If we can establish that E1-->E2 by using the
rules above then it is possible that event E1 affected event E2
causally.
On the other hand it is possible that two events are simply not
related by the happened-before relation. In that case
neither event could have affected the other causally. (Neither
could have executed when information about the other was
available.) Such pairs of events are said to be concurrent
events
This is illustrated by figure 17.1 on page 597. The figure
depicts three processes and some messages going between
processes. We can use rules 1-3 to conclude that, for example,
p0 happened before r4. However, there is no path in the graph
from q0 to p2, or from p2 to q0.
Suppose we want to order all the events in figure 17.1 on a
single timeline. Suppose we want all the processes to agree to
act as though that timeline indicates the actual order in which
all the events happened.
We must make the timeline "respect" the happened-before
relation, else we cannot guarantee that on the timeline events
come after the events that caused them.
On the other hand, we are free to arbitrarily choose the relative
order of two concurrent events. Whichever order we choose, it
will be consistent with a possible reality -- a way things
could have happened. There will be no paradoxical logical
consequences.
- 17.1.2 Implementation
This section is about how we can create the kind of global timeline
discussed above. (To keep the details of this discussion simple, we
assume that there is just one process running at each site -- each
processor -- in the distributed system.)
- Each process Pi starts with a counter Ci initialized to
zero.
- Each Pi increments Ci after each significant event X and
assigns the timestamp Ci to event X.
- When a process Pm sends a message it puts the current value
Cm of its counter in the message.
- When a process Pi receives a message it checks the counter
value Cm in the message. Pi sets the value of the counter
to C=1+max(Cm,Ci). C becomes the timestamp of the event of
receiving the message.
The overall effect is that if X and Y are any two events
throughout the global distributed system, and if X-->Y
then the timestamp of X is less than the timestamp of Y.

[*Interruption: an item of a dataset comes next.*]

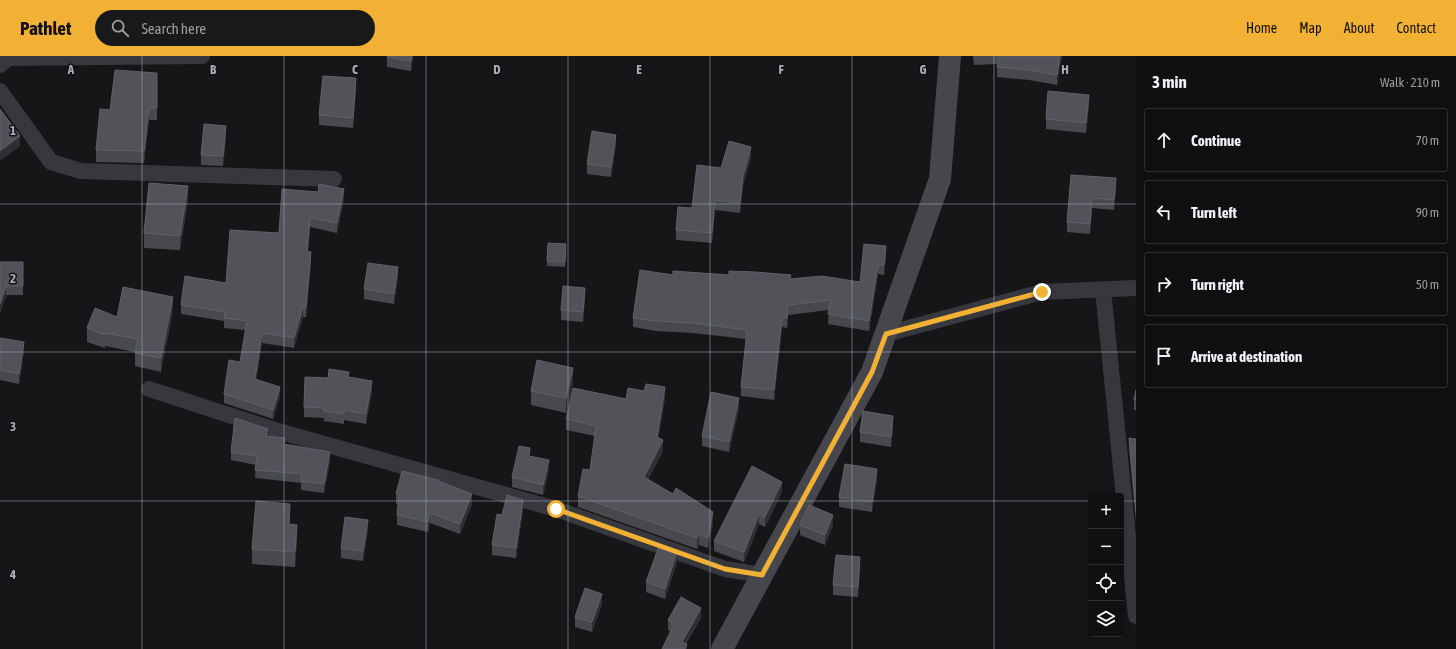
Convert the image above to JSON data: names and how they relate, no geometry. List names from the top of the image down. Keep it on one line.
{"page":{"header":"Pathlet","search":"Search here","nav":["Home","Map","About","Contact"],"heading":["3 min","Walk · 210 m"],"list":[["Continue","70 m"],["Turn left","90 m"],["Turn right","50 m"],"Arrive at destination"],"map_buttons":["+","−"]},"grid":{"columns":["A","B","C","D","E","F","G","H"],"rows":["1","2","3","4"]}}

Note that according to this scheme we can assign a unique
timestamp to each and every event of possible interest.
Therefore, the timestamping procedure implements a global
timeline.
Given any pair W, Z of concurrent events, each will have a
timestamp that defines its position on the timeline. Thus the
timestamping procedure chooses a relative ordering for each
concurrent pair. All these choices are consistent with
causality. Therefore the timeline produced is a possible
reality.
If two events have the same timestamp then we can break the tie
using the process id numbers.
All in all then, we have a way to impose a total ordering of all
events. Given any two events, we can say that one of them is
"earlier" than the other and we can determine which is which just
by looking at timestamps (and pid's if necessary to break a tie).
- Section 17.2 -- Mutual Exclusion
This section discusses three methods of implementing mutual exclusion
in a distributed system. All three algorithms achieve mutual
exclusion, satisfy bounded waiting, and are deadlock- and
starvation-free. All three violate the progress requirement.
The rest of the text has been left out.